Our New ‘Innovation PM’ Needs Policies To Match

While it’s wonderful to hear the new Prime Minister wax lyrical about disruption and productivity, the real test will be putting some policy flesh on those rhetorical bones.

The recently ousted treasurer, Joe Hockey, used to talk a lot about innovation and disruption, and in much the same language as Prime Minister Malcolm Turnbull did announcing his new ministry.

Innovation was Hockey’s theme addressing the National Reform Summit in August. At a small business summit in July he declared that “global disruption is the new black”. When he addressed the Institute of Public Affairs in March, he marvelled at the possibilities and challenges of Uber, Airbnb and ASOS.

But for all that oratory, Hockey’s policy for these new firms was simply to bring them into the GST net, as happened with Uber and all online purchases.

And it’s not immediately obvious what the ideal role for government in innovation is.

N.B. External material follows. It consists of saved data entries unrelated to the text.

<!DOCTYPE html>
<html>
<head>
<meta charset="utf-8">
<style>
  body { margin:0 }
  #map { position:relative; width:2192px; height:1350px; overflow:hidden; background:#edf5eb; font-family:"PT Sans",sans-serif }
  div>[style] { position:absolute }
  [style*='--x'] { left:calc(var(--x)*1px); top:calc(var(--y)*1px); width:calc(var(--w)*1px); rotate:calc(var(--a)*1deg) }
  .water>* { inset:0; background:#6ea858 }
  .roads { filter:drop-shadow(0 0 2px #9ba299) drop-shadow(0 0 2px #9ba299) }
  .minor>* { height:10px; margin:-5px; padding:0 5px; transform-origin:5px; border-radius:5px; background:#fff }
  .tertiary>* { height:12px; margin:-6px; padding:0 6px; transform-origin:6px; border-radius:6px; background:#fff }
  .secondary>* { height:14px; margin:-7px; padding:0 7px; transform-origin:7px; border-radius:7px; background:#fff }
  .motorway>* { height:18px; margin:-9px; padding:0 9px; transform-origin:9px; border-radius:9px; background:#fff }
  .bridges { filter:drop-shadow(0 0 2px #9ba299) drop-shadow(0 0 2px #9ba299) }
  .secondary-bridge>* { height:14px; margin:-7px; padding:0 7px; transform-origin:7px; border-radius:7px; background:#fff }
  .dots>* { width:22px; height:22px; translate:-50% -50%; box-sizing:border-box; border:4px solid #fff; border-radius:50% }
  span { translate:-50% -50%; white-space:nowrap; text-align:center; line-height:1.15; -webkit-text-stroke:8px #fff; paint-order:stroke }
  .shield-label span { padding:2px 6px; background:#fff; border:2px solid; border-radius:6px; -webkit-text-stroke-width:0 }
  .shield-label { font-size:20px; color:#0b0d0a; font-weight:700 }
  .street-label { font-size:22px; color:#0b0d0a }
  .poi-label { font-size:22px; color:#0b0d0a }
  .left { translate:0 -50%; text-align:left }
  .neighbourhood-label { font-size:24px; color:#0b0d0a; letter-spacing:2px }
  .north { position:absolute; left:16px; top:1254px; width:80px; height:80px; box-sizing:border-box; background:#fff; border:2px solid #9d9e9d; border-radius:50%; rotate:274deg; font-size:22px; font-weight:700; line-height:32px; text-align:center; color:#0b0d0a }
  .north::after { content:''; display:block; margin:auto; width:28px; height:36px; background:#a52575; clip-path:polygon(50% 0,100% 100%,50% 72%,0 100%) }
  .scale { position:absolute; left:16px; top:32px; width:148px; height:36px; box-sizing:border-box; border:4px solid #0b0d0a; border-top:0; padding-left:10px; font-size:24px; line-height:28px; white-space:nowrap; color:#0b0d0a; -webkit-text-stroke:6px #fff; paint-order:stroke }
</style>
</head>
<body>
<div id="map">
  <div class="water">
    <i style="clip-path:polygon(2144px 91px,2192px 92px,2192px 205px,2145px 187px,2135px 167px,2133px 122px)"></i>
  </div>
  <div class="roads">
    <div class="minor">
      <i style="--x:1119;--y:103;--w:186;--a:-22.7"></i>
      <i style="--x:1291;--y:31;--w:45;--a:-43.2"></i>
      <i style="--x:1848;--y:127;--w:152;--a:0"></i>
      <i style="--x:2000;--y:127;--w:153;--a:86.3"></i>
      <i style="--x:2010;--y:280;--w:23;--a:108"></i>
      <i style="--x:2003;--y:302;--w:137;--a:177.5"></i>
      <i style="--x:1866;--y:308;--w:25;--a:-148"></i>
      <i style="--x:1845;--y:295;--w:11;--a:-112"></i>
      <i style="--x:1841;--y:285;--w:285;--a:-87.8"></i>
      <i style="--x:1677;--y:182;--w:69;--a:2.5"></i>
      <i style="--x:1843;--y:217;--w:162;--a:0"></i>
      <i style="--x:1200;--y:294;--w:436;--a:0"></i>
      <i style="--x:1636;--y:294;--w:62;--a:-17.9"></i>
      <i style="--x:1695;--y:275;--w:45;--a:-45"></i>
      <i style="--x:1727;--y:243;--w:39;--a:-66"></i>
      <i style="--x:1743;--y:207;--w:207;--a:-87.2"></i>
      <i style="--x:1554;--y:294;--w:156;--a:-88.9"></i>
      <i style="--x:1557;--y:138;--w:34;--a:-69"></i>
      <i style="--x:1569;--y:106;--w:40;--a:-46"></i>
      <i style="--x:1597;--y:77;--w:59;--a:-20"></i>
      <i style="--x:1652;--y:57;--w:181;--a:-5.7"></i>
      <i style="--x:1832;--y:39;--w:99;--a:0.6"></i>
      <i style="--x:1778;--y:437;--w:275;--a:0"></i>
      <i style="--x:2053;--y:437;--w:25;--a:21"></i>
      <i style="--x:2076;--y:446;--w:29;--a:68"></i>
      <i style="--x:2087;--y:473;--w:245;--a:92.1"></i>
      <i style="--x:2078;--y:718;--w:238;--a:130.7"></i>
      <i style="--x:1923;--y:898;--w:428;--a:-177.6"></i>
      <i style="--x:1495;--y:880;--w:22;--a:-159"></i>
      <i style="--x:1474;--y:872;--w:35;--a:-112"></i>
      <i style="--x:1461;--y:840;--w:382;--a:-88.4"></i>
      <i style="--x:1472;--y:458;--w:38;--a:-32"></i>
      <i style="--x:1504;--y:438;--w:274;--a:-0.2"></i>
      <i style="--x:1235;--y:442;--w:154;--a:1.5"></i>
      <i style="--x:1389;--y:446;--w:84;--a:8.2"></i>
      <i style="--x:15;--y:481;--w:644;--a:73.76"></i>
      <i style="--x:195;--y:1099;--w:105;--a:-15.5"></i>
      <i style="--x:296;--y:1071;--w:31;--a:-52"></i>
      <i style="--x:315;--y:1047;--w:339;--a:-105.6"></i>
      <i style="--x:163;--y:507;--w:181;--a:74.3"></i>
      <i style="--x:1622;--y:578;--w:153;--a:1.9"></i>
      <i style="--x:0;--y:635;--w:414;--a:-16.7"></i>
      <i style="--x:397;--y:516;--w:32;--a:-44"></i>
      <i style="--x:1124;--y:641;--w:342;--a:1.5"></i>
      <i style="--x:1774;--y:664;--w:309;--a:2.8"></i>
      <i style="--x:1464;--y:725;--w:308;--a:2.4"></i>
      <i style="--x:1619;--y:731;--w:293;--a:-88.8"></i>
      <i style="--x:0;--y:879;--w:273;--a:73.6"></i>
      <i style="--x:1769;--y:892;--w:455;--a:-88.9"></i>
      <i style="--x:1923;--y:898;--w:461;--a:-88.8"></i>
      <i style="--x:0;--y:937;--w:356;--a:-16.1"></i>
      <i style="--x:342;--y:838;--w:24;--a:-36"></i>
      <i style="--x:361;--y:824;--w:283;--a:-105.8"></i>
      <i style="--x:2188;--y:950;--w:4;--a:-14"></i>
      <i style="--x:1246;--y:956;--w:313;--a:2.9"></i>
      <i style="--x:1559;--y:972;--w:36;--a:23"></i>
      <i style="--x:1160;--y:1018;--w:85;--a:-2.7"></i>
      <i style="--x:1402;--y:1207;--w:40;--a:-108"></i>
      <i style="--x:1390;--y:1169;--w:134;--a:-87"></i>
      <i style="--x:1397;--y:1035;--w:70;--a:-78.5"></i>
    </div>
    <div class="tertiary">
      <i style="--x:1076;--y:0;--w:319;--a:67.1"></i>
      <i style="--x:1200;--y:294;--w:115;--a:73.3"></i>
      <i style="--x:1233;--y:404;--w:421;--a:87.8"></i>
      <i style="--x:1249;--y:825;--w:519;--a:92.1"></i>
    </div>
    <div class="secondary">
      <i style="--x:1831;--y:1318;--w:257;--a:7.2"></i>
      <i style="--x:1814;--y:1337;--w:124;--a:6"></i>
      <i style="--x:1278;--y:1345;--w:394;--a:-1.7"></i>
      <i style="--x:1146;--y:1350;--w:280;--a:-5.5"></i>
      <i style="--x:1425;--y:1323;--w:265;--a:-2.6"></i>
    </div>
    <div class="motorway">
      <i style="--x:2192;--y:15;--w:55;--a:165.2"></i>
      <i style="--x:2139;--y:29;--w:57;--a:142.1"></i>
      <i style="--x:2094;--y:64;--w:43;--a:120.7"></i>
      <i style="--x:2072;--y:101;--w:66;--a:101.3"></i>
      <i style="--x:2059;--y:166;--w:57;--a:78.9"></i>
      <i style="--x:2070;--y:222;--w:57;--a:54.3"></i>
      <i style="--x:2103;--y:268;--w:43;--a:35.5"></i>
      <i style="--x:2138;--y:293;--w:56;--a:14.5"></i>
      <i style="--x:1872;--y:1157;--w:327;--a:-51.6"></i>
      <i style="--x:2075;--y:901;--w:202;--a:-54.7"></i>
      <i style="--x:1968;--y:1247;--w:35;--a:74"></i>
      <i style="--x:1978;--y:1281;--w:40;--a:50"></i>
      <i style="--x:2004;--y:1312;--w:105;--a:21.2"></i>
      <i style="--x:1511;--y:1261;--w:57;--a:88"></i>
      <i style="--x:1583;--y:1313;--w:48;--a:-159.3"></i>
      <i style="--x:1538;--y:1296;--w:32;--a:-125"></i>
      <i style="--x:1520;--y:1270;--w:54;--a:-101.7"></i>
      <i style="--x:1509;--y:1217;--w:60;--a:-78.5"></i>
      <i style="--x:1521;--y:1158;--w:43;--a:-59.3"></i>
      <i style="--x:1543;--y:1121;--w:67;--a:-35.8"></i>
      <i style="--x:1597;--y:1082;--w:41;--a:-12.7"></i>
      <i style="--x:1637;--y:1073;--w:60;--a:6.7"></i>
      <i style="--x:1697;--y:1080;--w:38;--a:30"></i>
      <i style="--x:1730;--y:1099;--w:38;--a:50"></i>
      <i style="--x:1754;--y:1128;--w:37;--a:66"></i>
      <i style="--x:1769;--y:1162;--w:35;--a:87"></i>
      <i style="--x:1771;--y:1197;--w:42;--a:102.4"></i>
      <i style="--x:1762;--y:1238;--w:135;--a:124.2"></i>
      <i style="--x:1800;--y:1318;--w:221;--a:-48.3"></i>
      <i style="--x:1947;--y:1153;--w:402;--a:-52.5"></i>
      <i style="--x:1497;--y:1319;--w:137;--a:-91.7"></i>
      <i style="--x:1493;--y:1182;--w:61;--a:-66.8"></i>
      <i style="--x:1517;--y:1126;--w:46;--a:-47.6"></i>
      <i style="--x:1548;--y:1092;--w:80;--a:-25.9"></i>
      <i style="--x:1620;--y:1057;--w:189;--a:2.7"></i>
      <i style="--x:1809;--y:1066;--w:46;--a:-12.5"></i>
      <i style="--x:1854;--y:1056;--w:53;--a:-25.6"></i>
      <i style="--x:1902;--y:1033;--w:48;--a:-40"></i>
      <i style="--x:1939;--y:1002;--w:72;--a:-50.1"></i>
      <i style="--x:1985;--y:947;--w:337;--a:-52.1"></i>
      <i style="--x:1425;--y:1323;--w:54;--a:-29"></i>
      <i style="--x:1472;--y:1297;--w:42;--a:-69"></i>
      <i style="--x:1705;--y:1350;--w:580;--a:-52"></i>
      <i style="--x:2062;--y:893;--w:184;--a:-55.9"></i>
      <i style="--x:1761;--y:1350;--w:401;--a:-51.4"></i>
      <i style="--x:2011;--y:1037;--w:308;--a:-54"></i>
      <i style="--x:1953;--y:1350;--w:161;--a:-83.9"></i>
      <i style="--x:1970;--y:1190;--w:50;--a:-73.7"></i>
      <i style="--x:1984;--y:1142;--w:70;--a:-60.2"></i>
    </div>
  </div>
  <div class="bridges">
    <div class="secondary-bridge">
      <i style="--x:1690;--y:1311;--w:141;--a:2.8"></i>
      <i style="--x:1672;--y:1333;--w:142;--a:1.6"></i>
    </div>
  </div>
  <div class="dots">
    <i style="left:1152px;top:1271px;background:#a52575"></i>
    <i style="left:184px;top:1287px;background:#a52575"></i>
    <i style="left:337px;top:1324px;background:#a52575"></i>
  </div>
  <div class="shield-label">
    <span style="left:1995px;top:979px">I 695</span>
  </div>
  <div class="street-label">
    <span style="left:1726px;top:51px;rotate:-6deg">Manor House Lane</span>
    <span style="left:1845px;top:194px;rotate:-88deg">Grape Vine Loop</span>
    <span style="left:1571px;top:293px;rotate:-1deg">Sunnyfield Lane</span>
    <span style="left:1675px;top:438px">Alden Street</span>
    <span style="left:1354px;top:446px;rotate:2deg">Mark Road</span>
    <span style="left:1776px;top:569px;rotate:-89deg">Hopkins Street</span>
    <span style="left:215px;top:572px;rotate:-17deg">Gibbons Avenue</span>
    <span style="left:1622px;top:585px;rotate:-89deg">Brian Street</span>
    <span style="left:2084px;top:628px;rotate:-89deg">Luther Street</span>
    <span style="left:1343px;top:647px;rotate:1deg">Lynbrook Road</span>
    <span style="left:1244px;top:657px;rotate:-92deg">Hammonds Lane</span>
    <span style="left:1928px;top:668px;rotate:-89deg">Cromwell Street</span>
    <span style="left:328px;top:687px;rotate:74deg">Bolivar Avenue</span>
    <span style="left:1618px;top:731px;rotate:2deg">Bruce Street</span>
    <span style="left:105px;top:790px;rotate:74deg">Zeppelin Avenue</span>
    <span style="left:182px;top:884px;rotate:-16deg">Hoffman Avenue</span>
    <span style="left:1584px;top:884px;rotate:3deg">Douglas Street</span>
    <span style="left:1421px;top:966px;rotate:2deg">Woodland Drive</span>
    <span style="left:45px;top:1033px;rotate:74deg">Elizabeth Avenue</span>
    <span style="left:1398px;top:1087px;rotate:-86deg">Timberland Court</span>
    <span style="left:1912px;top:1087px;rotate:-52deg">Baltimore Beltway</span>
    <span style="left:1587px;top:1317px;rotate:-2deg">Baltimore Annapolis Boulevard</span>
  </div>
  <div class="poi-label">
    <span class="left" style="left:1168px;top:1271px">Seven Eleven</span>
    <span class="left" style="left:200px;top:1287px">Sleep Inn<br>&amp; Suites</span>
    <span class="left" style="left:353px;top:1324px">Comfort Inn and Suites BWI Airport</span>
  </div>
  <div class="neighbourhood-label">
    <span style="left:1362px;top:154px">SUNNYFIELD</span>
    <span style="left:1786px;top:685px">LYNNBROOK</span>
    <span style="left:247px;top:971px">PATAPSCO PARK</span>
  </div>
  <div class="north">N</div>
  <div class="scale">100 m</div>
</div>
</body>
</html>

We already sponsor, support and subsidise science, engineering, technology, invention and innovation in many different ways. The research and development tax incentive offsets R&D costs against corporate taxation. The patent system is meant to give inventors an incentive to invent things. In 2001 the government introduced an “innovation patent” for incremental changes to business practice.

The Commonwealth Scientific and Industrial Research Organisation (CSIRO) receives $750 million a year to conduct scientific research for the good of industry and encourage commercialisation. Then there’s all the money we give to universities for research – which Ian MacFarlane, the now-former industry minister, wanted to tie to commercialisation.

Innovation policy can easily become as much a boondoggle as any Alice to Darwin railway. State governments have been burning money on wasteful “innovation” policies for decades. Every new premier wants their capital to become Silicon Valley. But who now remembers ComTechPort?

We actually know very little about why economies innovate, let alone how we might encourage them to innovate more.

Take the oldest innovation policy on the books – the patent system. Patents might in fact discourage innovation as much as they encourage innovation. In the classical model of innovation market failure, inventors won’t invest in inventing unless they are protected from free-riders copying their invention for a period of time. Hence patents offer a temporary monopoly.

But if that monopoly is too long or too strict it could prevent new inventions leap-frogging old ones, or prevent inventions being adopted across the economy. We have no reason to believe governments have struck the correct balance here.

Last month the Productivity Commission launched an inquiry into intellectual property. Hopefully under the Turnbull Government this inquiry might be able to make a difference.

My colleague Sinclair Davidson has challenged the idea that there is a market failure even in basic scientific research. The assumptions underpinning the standard blackboard arguments for market failure in science do not hold up. He finds that government spending on science is probably a net drain on the economy – despite the fantastic claims of supporters of science spending.

Whether you accept this or not, the fact remains that while we know that technology and innovation is at the heart of economic growth, there’s no off-the-shelf policy to suit.

Refashioning 1970s-style industry policy with a technology and science focus isn’t going to cut it. Christopher Pyne should be cautious with his new role as Minister for Industry, Innovation and Science. The position could easily become a useless financial black hole.

What’s more prospective is Turnbull’s focus on the “rapidly changing, disruptive environment”.

Ever since he launched his challenge, you get the impression he’s been restraining himself from blurting out “Uber” at every press conference. Over the last year both sides of politics have been trying to grab the future-y high ground of the sharing economy (like Labor’s Andrew Leigh, Clare O’Neil and Tim Watts).

But the lesson of sharing economy firms like Uber is that innovation comes from below. The political battle we’re seeing now between Uber and the taxi industry is a peek at a future where technology butts up against regulation – and the wealthy economic interests that regulation supports.

At the very least a focus on disruption and change is a base on which Turnbull can revitalise the Government’s lagging deregulation agenda. Not just because deregulation will save firms money, as the Abbott government argued, but because it will unleash their potential.

But it’s also a firm intellectual base on which Turnbull can pursue his broader innovation agenda.

Rather than looking to pour more money into government commercialisation and science programs, the new Prime Minister should be looking at this issue from the other side of the glass. What does the Government do right now that prevents industry from innovating itself?

Turnbull opened his bid for leadership with an argument: “Our values of free enterprise, of individual initiative, of freedom, this is what you need to be a successful, agile economy in 2015”.

Fine, heartening words. But it will be quite a trick to turn those words into a reform agenda, let alone a productivity boost.